Task to carry out - The answer must consist of each line below that holds the word "path", copied as it stands.

Dataset entries
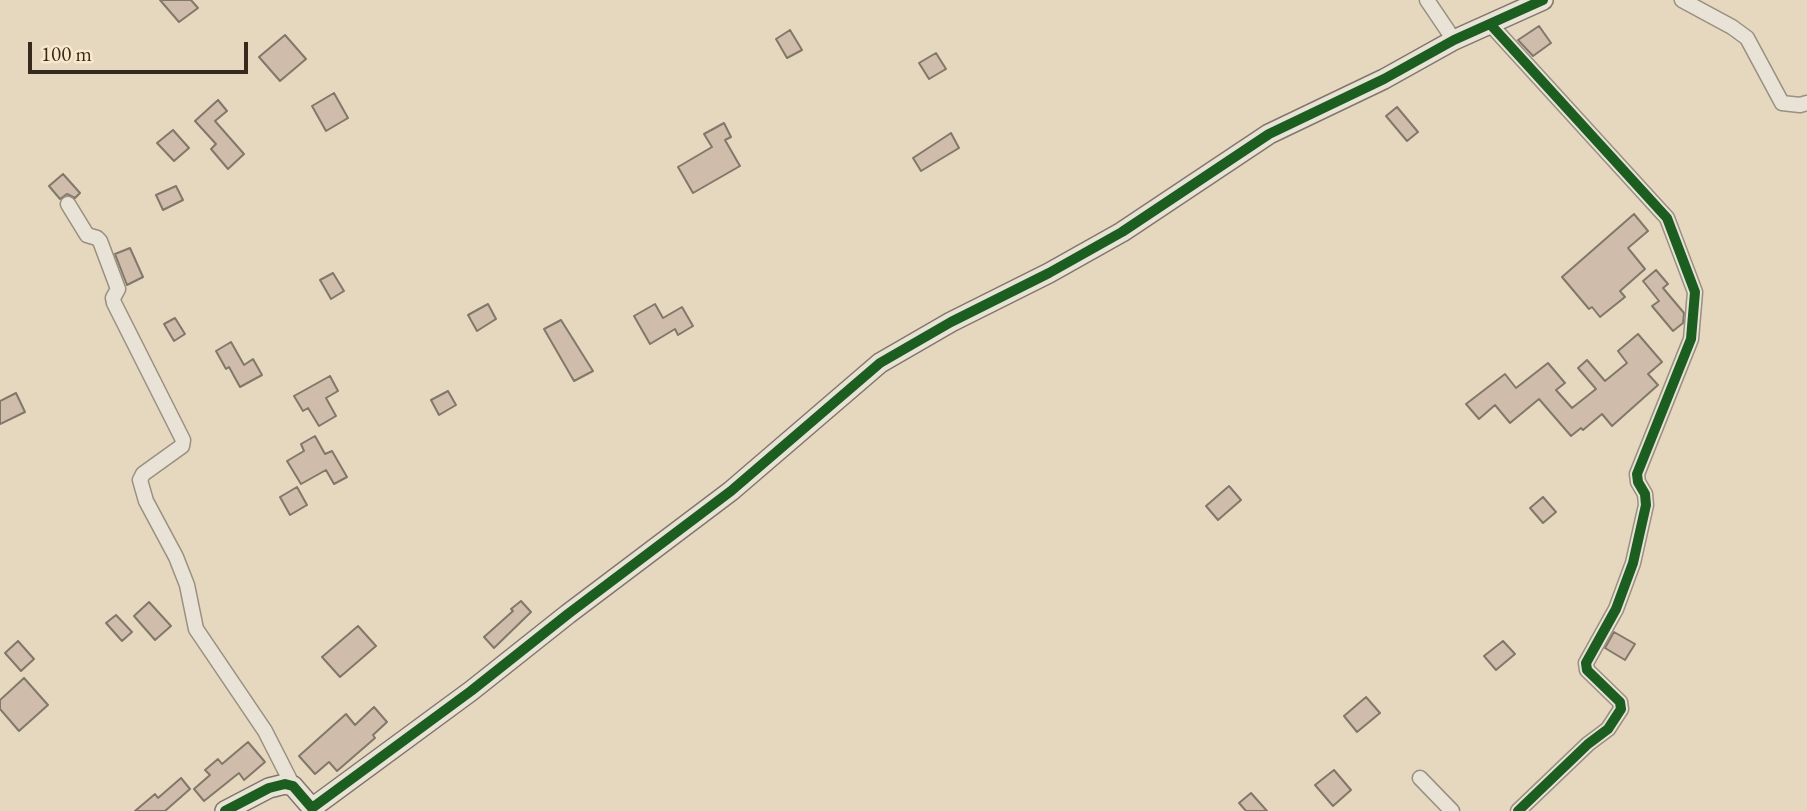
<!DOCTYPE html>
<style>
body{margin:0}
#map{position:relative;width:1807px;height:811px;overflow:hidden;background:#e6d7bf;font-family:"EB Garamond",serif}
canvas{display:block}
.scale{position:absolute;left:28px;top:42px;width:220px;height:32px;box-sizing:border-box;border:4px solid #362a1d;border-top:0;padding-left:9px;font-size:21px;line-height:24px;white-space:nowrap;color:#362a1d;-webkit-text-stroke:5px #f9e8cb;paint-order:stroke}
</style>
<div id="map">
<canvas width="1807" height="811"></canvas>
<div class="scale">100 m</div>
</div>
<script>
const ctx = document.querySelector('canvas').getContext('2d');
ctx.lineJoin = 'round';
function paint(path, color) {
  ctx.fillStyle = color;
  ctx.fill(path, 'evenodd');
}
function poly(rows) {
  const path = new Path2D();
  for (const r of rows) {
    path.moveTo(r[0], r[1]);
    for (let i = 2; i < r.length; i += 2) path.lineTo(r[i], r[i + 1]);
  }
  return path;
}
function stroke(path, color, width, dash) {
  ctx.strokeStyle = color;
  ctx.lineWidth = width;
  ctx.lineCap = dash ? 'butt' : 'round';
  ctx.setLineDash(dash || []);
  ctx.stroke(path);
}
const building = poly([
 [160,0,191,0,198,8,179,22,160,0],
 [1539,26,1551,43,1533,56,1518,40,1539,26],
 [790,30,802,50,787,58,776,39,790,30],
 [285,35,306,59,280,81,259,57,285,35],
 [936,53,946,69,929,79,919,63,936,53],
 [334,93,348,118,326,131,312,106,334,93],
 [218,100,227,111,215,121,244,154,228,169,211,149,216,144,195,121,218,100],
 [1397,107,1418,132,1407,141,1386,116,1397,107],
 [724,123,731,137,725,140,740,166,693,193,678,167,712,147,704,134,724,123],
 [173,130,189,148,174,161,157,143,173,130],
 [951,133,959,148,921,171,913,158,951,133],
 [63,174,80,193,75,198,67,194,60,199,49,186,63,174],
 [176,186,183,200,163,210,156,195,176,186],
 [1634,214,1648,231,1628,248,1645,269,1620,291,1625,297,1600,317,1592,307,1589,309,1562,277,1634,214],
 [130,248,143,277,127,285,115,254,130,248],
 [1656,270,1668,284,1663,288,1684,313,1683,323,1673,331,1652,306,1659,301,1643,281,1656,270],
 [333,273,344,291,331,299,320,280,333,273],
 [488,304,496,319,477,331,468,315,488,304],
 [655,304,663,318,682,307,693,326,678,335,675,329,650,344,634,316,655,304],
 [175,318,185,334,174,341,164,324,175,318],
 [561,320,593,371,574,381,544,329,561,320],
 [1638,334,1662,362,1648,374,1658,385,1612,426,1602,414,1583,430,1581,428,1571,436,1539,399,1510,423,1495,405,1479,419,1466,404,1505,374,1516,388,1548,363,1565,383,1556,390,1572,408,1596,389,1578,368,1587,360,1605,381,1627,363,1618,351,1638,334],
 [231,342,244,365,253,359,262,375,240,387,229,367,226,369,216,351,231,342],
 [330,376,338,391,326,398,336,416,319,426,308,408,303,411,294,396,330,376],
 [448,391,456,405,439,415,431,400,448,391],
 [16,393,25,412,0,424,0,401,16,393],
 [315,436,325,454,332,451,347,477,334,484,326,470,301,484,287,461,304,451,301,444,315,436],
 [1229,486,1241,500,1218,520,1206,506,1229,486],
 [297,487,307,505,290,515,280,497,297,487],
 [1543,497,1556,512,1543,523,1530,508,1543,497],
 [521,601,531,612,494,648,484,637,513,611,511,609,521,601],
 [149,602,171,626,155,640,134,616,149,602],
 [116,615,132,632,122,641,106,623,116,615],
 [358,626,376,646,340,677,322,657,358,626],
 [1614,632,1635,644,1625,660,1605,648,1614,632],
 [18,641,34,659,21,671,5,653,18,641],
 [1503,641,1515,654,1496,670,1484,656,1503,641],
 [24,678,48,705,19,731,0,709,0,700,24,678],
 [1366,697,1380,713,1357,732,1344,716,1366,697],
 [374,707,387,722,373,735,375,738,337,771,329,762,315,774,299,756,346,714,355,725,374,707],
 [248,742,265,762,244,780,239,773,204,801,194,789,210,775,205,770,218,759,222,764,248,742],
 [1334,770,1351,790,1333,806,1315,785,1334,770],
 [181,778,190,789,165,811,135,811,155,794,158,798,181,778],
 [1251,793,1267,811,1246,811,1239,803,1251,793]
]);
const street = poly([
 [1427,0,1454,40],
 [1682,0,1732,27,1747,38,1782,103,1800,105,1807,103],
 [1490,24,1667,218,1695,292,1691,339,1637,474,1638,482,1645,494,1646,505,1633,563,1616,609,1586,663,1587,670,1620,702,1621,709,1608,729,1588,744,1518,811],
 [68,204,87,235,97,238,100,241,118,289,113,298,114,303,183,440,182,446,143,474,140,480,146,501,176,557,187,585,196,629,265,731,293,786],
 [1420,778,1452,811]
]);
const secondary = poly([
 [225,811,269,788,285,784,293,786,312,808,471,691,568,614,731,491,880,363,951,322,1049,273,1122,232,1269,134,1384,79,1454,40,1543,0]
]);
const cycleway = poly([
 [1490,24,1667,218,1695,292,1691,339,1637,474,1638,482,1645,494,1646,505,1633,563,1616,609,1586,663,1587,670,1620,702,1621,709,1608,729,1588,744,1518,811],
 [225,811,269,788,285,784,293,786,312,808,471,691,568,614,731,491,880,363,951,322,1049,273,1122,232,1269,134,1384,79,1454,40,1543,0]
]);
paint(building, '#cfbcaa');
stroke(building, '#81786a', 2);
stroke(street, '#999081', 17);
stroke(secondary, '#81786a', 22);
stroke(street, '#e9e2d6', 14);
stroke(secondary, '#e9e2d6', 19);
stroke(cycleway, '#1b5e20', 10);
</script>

Response to this exercise -
function paint(path, color) {
  ctx.fill(path, 'evenodd');
  const path = new Path2D();
    path.moveTo(r[0], r[1]);
    for (let i = 2; i < r.length; i += 2) path.lineTo(r[i], r[i + 1]);
  return path;
function stroke(path, color, width, dash) {
  ctx.stroke(path);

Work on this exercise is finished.